Even though I have more questions than answers, I am reading as much as I can, educating myself and looking for ways to improve our training and preparation of our leaders.
Social Media
In the light of increased social media and lack of young people’s personal skills to communicate, my experience is that many young people are very lonely and feel quite isolated. Our challenge is to find ways to cross this intergenerational barrier, as well as finding meaningful ways for them to network with other young people.
Silo Thinking In Youth Ministry
I find that many of our churches think in a generational way with little or no intergenerational activity.
For instance, most young people have by the age of 14/15 already formed some of their core beliefs and values. Does discipleship start at age 0? Are we connecting too late perhaps with a generation already lost? That same thinking sweeps across the lack of intentional diversity thinking. Exploring ways of intentionally exposing our youth to others who are culturally, racially and economically different. Instead of focussing only on teenagers in isolation, our children’s ministry needs the greater context of all generations.
Leadership And Succession
Often ministry moves in cycles. The need remains to continually refresh our leadership teams, talent scout and pass the baton along. When one leader of a C.U. group leaves matric, or a youth pastor moves on, insufficient support or lack of guidance results in a loss of what took years to build up. Surely we are called to give input, offer support and bring guidance in succession planning.
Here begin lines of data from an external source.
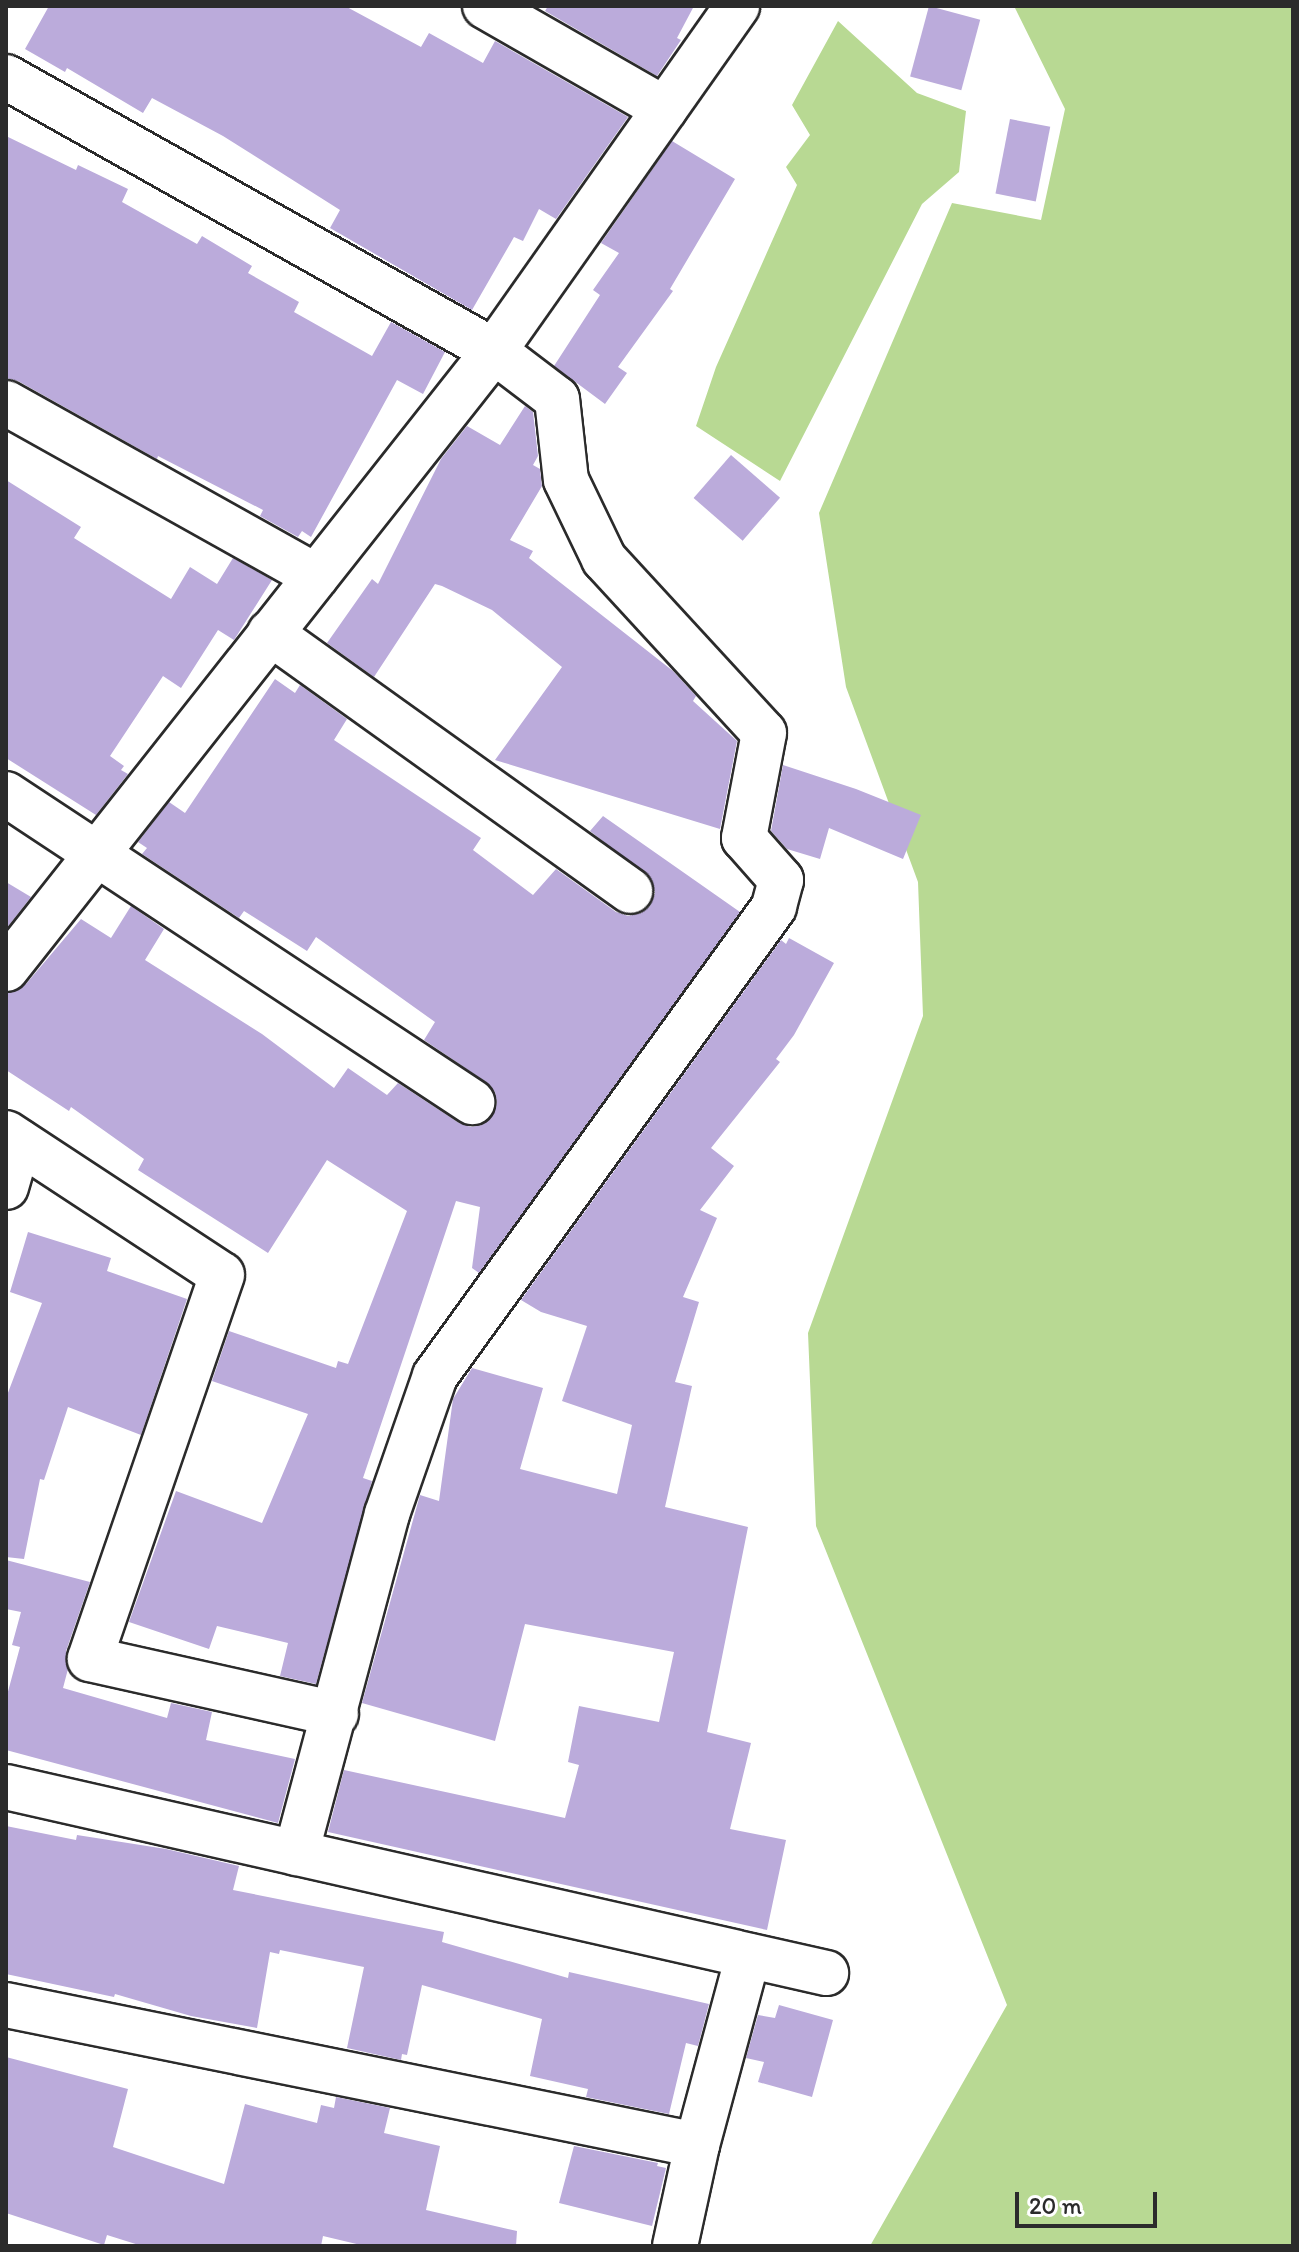 <!DOCTYPE html>
<html>
<head>
<meta charset="utf-8">
<style>
	body { margin:0 }
	#map { position:relative; width:1299px; height:2252px; overflow:hidden; background:#fff; font-family:Itim,sans-serif }
	div>[style] { position:absolute }
	.green>* { inset:0; background:#b8d993 }
	.building>* { inset:0; background:#bbabdb; transform-origin:0 0 }
	.roads { filter:drop-shadow(2px 0 #2b2b2b) drop-shadow(-2px 0 #2b2b2b) drop-shadow(0 2px #2b2b2b) drop-shadow(0 -2px #2b2b2b) }
	.minor>* { height:44px; margin:-22px; padding:0 22px; transform-origin:22px; border-radius:22px; background:#fff }
	span { translate:-50% -50%; white-space:nowrap; text-align:center; line-height:1.15; -webkit-text-stroke:8px #fff; paint-order:stroke }
	.frame { position:absolute; inset:0; border:8px solid #2b2b2b; pointer-events:none }
	.scale { position:absolute; left:1015px; top:2192px; width:142px; height:36px; box-sizing:border-box; border:4px solid #2b2b2b; border-top:0; padding-left:10px; font-size:24px; line-height:28px; white-space:nowrap; color:#2b2b2b; -webkit-text-stroke:6px #fff; paint-order:stroke }
</style>
</head>
<body>
<div id="map">
	<div class="green">
		<div style="clip-path:polygon(1014px 6px,1293px 6px,1293px 2246px,870px 2246px,1007px 2005px,816px 1526px,808px 1333px,923px 1016px,918px 882px,846px 687px,819px 513px,952px 203px,1041px 220px,1065px 109px)"></div>
		<div style="clip-path:polygon(838px 21px,917px 93px,966px 111px,959px 172px,922px 204px,780px 481px,696px 426px,716px 367px,797px 185px,786px 167px,810px 135px,792px 105px)"></div>
	</div>
	<div class="building">
		<div style="clip-path:polygon(49px 6px,345px 6px,421px 47px,429px 33px,483px 63px,495px 41px,628px 117px,556px 219px,539px 209px,523px 241px,514px 237px,472px 310px,330px 228px,340px 210px,223px 136px,152px 98px,143px 113px,67px 68px,65px 72px,25px 49px)"></div>
		<div style="clip-path:polygon(548px 6px,694px 6px,677px 38px,681px 40px,657px 76px,545px 11px)"></div>
		<div style="left:929px;top:6px;width:53px;height:73px;rotate:15deg"></div>
		<div style="left:1010px;top:119px;width:41px;height:76px;rotate:11deg"></div>
		<div style="clip-path:polygon(6px 136px,76px 170px,78px 165px,128px 189px,122px 202px,197px 244px,202px 236px,252px 266px,248px 273px,299px 302px,294px 312px,372px 356px,391px 322px,445px 352px,423px 394px,397px 380px,311px 537px,302px 531px,298px 537px,260px 516px,263px 510px,158px 456px,157px 459px,18px 381px,6px 378px)"></div>
		<div style="clip-path:polygon(672px 141px,735px 179px,670px 289px,673px 291px,618px 367px,627px 373px,605px 404px,554px 366px,600px 295px,593px 290px,619px 253px,601px 243px)"></div>
		<div style="clip-path:polygon(525px 406px,533px 412px,538px 456px,533px 465px,540px 469px,542px 486px,510px 540px,533px 551px,529px 558px,673px 671px,696px 696px,693px 701px,737px 741px,720px 829px,495px 760px,562px 667px,492px 610px,442px 586px,435px 584px,374px 677px,327px 643px,372px 579px,378px 584px,441px 459px,467px 426px,500px 445px)"></div>
		<div style="left:731px;top:455px;width:65px;height:57px;rotate:41deg"></div>
		<div style="clip-path:polygon(6px 480px,81px 527px,74px 538px,171px 599px,190px 567px,217px 584px,233px 558px,272px 580px,234px 640px,218px 630px,181px 688px,163px 676px,110px 756px,124px 766px,121px 770px,128px 774px,96px 815px,6px 758px)"></div>
		<div style="clip-path:polygon(275px 679px,295px 693px,300px 685px,347px 719px,334px 740px,481px 838px,473px 850px,533px 895px,556px 869px,616px 912px,628px 916px,641px 913px,650px 906px,655px 893px,652px 880px,590px 831px,603px 816px,740px 912px,479px 1273px,472px 1268px,480px 1207px,456px 1201px,363px 1478px,372px 1481px,316px 1684px,280px 1676px,288px 1643px,217px 1626px,209px 1649px,129px 1622px,176px 1491px,262px 1523px,308px 1414px,212px 1381px,229px 1331px,336px 1368px,338px 1361px,348px 1364px,407px 1211px,327px 1160px,268px 1253px,138px 1170px,144px 1159px,71px 1107px,69px 1111px,6px 1070px,6px 993px,26px 984px,81px 919px,111px 938px,131px 906px,164px 929px,145px 960px,262px 1034px,334px 1088px,348px 1068px,387px 1095px,398px 1083px,459px 1123px,471px 1127px,482px 1125px,492px 1116px,497px 1103px,495px 1092px,486px 1082px,424px 1040px,435px 1022px,316px 937px,307px 951px,244px 911px,239px 918px,142px 854px,147px 848px,138px 842px,169px 802px,185px 813px)"></div>
		<div style="clip-path:polygon(783px 765px,856px 789px,921px 815px,903px 859px,829px 828px,820px 859px,787px 849px,771px 831px)"></div>
		<div style="clip-path:polygon(6px 882px,31px 897px,6px 929px)"></div>
		<div style="clip-path:polygon(789px 938px,834px 963px,794px 1035px,776px 1059px,780px 1062px,711px 1148px,734px 1166px,700px 1210px,717px 1218px,683px 1297px,699px 1302px,675px 1382px,692px 1386px,665px 1507px,748px 1527px,707px 1732px,751px 1743px,730px 1829px,786px 1840px,767px 1930px,328px 1832px,344px 1770px,565px 1818px,579px 1765px,568px 1762px,579px 1706px,659px 1722px,674px 1652px,525px 1624px,495px 1741px,362px 1703px,420px 1495px,439px 1501px,453px 1399px,472px 1368px,543px 1388px,520px 1469px,617px 1494px,632px 1425px,562px 1401px,587px 1326px,541px 1312px,521px 1300px,781px 940px,786px 944px)"></div>
		<div style="clip-path:polygon(28px 1232px,111px 1258px,107px 1271px,187px 1299px,141px 1435px,68px 1407px,44px 1480px,40px 1479px,24px 1559px,6px 1557px,6px 1398px,42px 1303px,10px 1292px)"></div>
		<div style="clip-path:polygon(6px 1560px,90px 1582px,66px 1651px,68px 1669px,63px 1688px,167px 1718px,171px 1703px,212px 1712px,206px 1740px,295px 1759px,278px 1823px,6px 1750px,6px 1699px,20px 1647px,12px 1645px,21px 1612px,6px 1609px)"></div>
		<div style="clip-path:polygon(6px 1826px,76px 1840px,77px 1835px,166px 1849px,239px 1866px,233px 1890px,444px 1932px,442px 1942px,568px 1978px,569px 1972px,709px 2004px,698px 2046px,686px 2043px,669px 2114px,586px 2097px,588px 2089px,530px 2076px,542px 2019px,422px 1985px,407px 2055px,402px 2054px,401px 2060px,347px 2048px,364px 1967px,280px 1950px,279px 1954px,270px 1952px,257px 2028px,191px 2016px,115px 1994px,114px 1997px,6px 1974px)"></div>
		<div style="clip-path:polygon(779px 2005px,833px 2020px,812px 2097px,758px 2082px,764px 2062px,746px 2058px,758px 2015px,775px 2018px)"></div>
		<div style="clip-path:polygon(6px 2057px,128px 2089px,113px 2147px,224px 2184px,245px 2104px,317px 2123px,321px 2105px,334px 2108px,336px 2097px,390px 2108px,384px 2133px,440px 2146px,426px 2210px,517px 2231px,516px 2246px,365px 2246px,323px 2236px,321px 2246px,142px 2246px,107px 2235px,104px 2245px,6px 2213px)"></div>
		<div style="clip-path:polygon(574px 2146px,658px 2163px,657px 2166px,666px 2168px,652px 2226px,559px 2203px)"></div>
	</div>
	<div class="roads">
		<div class="minor">
			<div style="left:485px;top:6px;width:207px;rotate:29.8deg"></div>
			<div style="left:6px;top:77px;width:560px;rotate:29.31deg"></div>
			<div style="left:494px;top:351px;width:79px;rotate:37.3deg"></div>
			<div style="left:557px;top:399px;width:81px;rotate:83.7deg"></div>
			<div style="left:566px;top:480px;width:88px;rotate:64.3deg"></div>
			<div style="left:604px;top:559px;width:236px;rotate:47.4deg"></div>
			<div style="left:764px;top:733px;width:107px;rotate:100.8deg"></div>
			<div style="left:744px;top:838px;width:56px;rotate:48.6deg"></div>
			<div style="left:781px;top:880px;width:28px;rotate:105deg"></div>
			<div style="left:774px;top:907px;width:579px;rotate:125.86deg"></div>
			<div style="left:435px;top:1376px;width:146px;rotate:109.2deg"></div>
			<div style="left:387px;top:1514px;width:351px;rotate:105deg"></div>
			<div style="left:6px;top:403px;width:355px;rotate:29.2deg"></div>
			<div style="left:270px;top:633px;width:443px;rotate:35.6deg"></div>
			<div style="left:6px;top:794px;width:559px;rotate:33.46deg"></div>
			<div style="left:6px;top:969px;width:787px;rotate:-51.7deg"></div>
			<div style="left:494px;top:351px;width:422px;rotate:-54.8deg"></div>
			<div style="left:6px;top:1133px;width:258px;rotate:33.3deg"></div>
			<div style="left:222px;top:1275px;width:406px;rotate:109deg"></div>
			<div style="left:90px;top:1659px;width:252px;rotate:12.6deg"></div>
			<div style="left:6px;top:1187px;width:47px;rotate:-73.9deg"></div>
			<div style="left:6px;top:1787px;width:841px;rotate:12.78deg"></div>
			<div style="left:6px;top:2005px;width:705px;rotate:11.45deg"></div>
			<div style="left:675px;top:2246px;width:103px;rotate:-77.7deg"></div>
			<div style="left:697px;top:2145px;width:196px;rotate:-74.9deg"></div>
		</div>
	</div>
	<div class="frame"></div>
	<div class="scale">20 m</div>
</div>
</body>
</html>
My own personal experience these past holidays reflected a shift in focus of my role. I always thought that the holiday clubs were for the children but I have shifted my position to say it is both for the children, as well as the leaders. These past few weeks I prayed for and supported more than 350 leaders who are broken in themselves. It felt like a wise investment!
A Closing Thought
Although my heart broke a thousand times in the past few weeks grappling with issues, I still left with hope in the Good News. It is the eternal hope that is an anchor for the soul. A sure foundation for the times we are living in! The times they are indeed changing in youth ministry but perhaps there is yet hope for that grade 7 boy and his gun at holiday club.